Por su parte, el director de la OTRI, Fernando Dianez, resaltaba la importancia de «tres elementos fundamentales: las empresas tienen que saber valorar el beneficio de vincularse la mundo de la investigación, los investigaciones que tienen que saber buscar recursos para seguir trabajando y, en medio de ambos, las oficinas de transferencia, que implica un personal técnico especialista en todo lo que tiene que ver con la transferencia. No hablo de cargos políticos, sino un poso de personas con un conocimiento de cómo se crea una empresa de base tecnológica, que conozcan a los responsables de I+D de las empresas del sector y les lleven información de convocatorias, etc. Ese tipo de personal técnico es necesario y es el poso que tiene la transferencia».

Mirar a la pyme

Por su parte, desde el punto de vista del sector privado, David Iglesias apuntaba que «hay que trabajar en la relación con la pyme. La empresa grande tiene facilidades para buscar su hueco, pero la pyme no tiene esos recursos y necesita innovar. Hay que generar herramientas de comunicación y acercamiento a esa pyme, que supone la gran mayoría del tejido empresarial, para que todas esas herramientas y convocatorias lleguen».

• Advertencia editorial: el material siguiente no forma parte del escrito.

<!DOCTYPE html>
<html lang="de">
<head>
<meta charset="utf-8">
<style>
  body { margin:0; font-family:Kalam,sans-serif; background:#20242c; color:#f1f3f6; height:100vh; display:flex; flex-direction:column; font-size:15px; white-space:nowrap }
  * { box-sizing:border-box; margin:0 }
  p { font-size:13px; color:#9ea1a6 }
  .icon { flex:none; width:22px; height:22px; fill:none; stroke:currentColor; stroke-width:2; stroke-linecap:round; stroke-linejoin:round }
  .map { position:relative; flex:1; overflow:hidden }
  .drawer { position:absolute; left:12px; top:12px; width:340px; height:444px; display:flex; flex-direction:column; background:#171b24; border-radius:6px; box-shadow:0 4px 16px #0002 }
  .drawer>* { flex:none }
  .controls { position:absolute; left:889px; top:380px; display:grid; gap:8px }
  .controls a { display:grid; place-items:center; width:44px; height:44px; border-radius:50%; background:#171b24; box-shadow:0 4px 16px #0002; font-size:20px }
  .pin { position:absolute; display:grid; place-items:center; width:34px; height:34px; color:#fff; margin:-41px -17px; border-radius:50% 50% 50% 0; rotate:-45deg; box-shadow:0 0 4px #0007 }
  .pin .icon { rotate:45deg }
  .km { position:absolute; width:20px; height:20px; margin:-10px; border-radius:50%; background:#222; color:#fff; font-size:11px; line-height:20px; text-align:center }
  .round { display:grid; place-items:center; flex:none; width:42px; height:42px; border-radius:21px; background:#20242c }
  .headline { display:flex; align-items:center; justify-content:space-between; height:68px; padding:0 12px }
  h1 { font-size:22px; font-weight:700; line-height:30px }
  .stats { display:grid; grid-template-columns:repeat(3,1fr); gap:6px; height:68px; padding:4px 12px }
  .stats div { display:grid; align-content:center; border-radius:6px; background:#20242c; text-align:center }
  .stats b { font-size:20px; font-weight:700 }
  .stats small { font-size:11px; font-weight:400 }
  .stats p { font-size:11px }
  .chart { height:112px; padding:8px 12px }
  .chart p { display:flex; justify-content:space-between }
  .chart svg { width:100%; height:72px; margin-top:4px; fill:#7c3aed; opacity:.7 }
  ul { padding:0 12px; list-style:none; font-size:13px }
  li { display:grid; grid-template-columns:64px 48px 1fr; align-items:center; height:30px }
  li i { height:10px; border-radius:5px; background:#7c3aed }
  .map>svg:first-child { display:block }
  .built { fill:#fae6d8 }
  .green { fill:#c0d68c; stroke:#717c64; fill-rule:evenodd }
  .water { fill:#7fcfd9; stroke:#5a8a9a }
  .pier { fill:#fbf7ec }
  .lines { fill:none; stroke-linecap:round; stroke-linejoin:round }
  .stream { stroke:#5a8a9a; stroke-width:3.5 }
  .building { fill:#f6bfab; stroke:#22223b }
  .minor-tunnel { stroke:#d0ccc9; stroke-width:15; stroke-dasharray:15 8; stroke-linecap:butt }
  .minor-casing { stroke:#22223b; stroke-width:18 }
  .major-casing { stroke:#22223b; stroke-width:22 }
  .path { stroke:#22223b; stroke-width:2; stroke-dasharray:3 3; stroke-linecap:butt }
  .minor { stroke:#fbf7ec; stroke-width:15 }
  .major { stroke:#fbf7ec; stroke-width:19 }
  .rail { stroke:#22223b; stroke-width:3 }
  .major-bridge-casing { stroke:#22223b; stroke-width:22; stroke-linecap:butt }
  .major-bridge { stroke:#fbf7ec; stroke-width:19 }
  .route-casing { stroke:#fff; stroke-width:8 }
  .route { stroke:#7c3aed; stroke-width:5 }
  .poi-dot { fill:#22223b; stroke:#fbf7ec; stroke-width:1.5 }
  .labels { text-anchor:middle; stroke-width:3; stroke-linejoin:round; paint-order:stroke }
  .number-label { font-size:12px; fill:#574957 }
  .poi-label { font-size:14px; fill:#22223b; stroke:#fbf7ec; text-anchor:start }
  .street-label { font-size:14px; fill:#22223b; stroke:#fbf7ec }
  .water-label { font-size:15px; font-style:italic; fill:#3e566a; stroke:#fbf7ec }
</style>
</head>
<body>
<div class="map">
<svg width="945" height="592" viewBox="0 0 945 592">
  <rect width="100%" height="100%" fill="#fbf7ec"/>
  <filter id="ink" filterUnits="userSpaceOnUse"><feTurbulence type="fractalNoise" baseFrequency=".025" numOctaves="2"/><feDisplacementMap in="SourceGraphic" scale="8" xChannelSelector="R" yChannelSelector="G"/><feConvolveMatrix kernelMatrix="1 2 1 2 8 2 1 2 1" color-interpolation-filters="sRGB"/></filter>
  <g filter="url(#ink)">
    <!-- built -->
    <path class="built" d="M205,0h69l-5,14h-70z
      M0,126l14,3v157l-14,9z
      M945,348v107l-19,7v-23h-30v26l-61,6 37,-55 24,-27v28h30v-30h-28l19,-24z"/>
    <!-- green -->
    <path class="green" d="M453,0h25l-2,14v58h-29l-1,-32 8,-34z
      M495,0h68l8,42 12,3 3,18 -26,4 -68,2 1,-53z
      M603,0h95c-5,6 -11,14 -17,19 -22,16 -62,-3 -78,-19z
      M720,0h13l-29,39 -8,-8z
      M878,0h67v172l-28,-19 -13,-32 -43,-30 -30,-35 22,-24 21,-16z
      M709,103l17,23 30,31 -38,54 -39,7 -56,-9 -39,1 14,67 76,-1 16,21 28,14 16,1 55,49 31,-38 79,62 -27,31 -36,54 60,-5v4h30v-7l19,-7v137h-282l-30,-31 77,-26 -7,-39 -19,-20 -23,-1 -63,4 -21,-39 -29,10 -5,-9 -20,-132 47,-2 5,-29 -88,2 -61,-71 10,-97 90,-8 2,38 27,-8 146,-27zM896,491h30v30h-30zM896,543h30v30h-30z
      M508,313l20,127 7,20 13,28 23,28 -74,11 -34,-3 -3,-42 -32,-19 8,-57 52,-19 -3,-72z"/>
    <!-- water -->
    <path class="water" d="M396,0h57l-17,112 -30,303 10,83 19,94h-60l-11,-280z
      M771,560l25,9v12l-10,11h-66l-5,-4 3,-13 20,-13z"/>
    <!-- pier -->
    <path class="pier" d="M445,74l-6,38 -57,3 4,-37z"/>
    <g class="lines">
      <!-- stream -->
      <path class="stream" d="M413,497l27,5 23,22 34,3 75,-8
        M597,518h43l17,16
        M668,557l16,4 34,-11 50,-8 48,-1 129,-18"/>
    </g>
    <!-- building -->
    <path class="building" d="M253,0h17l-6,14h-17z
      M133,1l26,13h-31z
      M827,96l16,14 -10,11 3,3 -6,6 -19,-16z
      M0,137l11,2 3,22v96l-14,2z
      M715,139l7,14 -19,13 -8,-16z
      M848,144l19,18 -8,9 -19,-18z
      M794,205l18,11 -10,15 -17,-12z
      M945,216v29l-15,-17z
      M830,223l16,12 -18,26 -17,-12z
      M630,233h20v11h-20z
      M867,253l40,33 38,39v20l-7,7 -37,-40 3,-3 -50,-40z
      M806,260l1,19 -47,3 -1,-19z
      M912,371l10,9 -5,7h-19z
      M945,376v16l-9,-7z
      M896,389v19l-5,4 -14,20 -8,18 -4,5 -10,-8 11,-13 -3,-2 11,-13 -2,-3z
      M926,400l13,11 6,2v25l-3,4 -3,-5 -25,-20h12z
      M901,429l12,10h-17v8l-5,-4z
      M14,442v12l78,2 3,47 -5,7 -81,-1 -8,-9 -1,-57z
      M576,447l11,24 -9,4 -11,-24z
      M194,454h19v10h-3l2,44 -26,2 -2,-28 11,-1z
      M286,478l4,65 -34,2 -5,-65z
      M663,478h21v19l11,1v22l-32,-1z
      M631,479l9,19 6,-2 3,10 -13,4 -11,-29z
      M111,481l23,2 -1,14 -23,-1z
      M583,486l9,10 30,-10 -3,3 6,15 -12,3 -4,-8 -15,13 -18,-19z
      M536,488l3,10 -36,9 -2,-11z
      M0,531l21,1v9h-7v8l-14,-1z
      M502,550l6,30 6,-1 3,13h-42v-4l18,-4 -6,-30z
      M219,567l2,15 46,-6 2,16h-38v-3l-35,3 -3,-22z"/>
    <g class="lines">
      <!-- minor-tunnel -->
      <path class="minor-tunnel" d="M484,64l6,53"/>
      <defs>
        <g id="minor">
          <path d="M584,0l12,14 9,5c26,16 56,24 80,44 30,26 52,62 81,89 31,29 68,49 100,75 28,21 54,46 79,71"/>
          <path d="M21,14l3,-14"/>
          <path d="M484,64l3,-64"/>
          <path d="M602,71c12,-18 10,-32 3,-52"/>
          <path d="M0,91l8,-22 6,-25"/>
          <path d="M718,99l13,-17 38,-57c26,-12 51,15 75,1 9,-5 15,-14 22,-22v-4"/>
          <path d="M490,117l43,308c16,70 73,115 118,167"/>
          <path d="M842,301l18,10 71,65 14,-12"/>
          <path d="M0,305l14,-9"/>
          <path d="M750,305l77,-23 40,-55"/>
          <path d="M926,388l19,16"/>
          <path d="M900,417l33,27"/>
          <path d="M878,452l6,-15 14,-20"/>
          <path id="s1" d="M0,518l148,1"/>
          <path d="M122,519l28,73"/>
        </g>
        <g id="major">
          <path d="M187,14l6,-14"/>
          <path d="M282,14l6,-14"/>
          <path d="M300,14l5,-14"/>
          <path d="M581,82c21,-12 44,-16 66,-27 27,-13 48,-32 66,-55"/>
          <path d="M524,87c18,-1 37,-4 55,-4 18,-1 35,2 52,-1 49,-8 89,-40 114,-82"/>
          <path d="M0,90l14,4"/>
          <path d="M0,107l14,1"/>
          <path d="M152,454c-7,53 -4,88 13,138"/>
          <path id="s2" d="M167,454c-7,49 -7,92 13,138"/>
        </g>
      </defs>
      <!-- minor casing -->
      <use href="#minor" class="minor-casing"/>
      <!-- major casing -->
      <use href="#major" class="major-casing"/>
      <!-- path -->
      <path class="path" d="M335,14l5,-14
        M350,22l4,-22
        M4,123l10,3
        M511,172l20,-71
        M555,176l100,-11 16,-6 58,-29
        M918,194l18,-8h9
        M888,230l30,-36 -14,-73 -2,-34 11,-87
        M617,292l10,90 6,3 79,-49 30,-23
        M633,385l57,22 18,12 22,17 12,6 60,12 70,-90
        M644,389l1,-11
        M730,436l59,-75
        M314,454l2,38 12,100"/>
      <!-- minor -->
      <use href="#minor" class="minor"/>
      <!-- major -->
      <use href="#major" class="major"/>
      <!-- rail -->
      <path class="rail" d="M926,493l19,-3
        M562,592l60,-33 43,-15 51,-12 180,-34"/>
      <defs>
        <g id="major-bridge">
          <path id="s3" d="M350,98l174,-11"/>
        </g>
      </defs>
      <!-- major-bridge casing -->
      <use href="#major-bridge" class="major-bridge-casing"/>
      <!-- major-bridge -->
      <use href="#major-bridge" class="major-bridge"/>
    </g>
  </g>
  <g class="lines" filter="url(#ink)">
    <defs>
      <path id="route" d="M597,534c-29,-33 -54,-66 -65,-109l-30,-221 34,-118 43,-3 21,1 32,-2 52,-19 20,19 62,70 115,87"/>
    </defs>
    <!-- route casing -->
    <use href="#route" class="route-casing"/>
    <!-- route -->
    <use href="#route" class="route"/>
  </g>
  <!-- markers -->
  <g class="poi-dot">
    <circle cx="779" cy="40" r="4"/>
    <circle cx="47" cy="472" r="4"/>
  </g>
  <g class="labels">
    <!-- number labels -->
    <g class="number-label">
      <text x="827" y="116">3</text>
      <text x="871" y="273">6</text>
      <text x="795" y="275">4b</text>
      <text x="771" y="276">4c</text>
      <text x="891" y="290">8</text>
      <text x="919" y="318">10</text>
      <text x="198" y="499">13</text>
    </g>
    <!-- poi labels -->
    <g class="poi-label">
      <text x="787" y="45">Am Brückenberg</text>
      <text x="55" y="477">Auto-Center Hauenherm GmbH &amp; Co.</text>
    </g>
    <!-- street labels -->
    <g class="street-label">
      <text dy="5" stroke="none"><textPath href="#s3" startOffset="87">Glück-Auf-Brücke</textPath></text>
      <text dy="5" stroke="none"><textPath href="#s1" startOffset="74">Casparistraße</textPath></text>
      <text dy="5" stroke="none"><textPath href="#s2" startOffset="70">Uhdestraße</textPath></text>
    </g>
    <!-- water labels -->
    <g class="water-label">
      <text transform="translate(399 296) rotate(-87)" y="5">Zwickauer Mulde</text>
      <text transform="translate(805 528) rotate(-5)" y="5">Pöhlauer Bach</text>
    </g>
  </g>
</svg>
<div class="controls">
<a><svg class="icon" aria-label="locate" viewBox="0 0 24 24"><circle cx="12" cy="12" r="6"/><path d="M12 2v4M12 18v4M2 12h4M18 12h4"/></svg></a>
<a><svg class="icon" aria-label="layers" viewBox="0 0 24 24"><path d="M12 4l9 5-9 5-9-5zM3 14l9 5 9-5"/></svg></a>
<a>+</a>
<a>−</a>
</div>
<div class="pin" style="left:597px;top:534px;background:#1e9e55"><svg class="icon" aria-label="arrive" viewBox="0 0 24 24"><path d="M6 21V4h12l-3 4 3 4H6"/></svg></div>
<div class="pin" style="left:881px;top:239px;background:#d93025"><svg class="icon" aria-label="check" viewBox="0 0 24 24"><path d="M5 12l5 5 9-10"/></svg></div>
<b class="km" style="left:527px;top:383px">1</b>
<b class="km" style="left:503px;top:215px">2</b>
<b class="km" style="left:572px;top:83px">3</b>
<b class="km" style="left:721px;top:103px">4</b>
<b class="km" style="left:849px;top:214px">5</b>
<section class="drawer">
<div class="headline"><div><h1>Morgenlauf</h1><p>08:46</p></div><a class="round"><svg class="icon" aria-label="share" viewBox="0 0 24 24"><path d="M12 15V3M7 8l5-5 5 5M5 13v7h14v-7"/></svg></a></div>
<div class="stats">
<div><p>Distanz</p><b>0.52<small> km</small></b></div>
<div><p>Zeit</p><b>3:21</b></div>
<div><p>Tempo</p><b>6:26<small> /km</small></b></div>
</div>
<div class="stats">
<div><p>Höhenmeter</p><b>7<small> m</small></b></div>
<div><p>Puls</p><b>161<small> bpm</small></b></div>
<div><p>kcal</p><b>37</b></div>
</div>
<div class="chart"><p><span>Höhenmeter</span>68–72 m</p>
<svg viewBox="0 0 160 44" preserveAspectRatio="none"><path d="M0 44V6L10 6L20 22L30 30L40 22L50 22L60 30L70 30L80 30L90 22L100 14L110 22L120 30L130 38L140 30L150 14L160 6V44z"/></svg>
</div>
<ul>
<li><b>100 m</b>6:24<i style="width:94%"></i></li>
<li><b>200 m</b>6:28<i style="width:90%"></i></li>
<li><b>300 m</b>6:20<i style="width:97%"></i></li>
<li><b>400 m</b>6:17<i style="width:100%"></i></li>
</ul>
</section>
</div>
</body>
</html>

En su opinión, «por un lado existe un trabajo de empresa, identificando qué quiere el consumidor, y por otro el trabajo conjunto entre la investigación de la empresa y la Universidad, para lograr soluciones».

Por su parte, Fernando Dianez apuntaba que «la transferencia debe empezarse por los empresarios innovadores que ya te están siguiendo. Cuando tú has conseguido meter a los innovadores, los demás los seguirán. La persona no innovadora no va a copiar la innovación del más innovador, sino de alguien similar a él».

El propio Diego Valera añadía la importancia de «agilizar ritmos de trabajo, alineándonos con los de la empresa, que quiere soluciones rápidas. Hay que romper inercias del pasado. Estamos trabajando en eso. Los investigadores se quejan siempre de las cargas burocráticas. En la interrelación con el sector productivo hay herramientas, pero estamos haciendo grandes esfuerzos también en rebajar la carga burocrática de los investigadores y que se dediquen a lo que tienen que hacer. El nuevo Plan Propio de Investigación, que con el Plan de Transferencia sobrepasa los 2,5 millones, la gestión va a ser on line».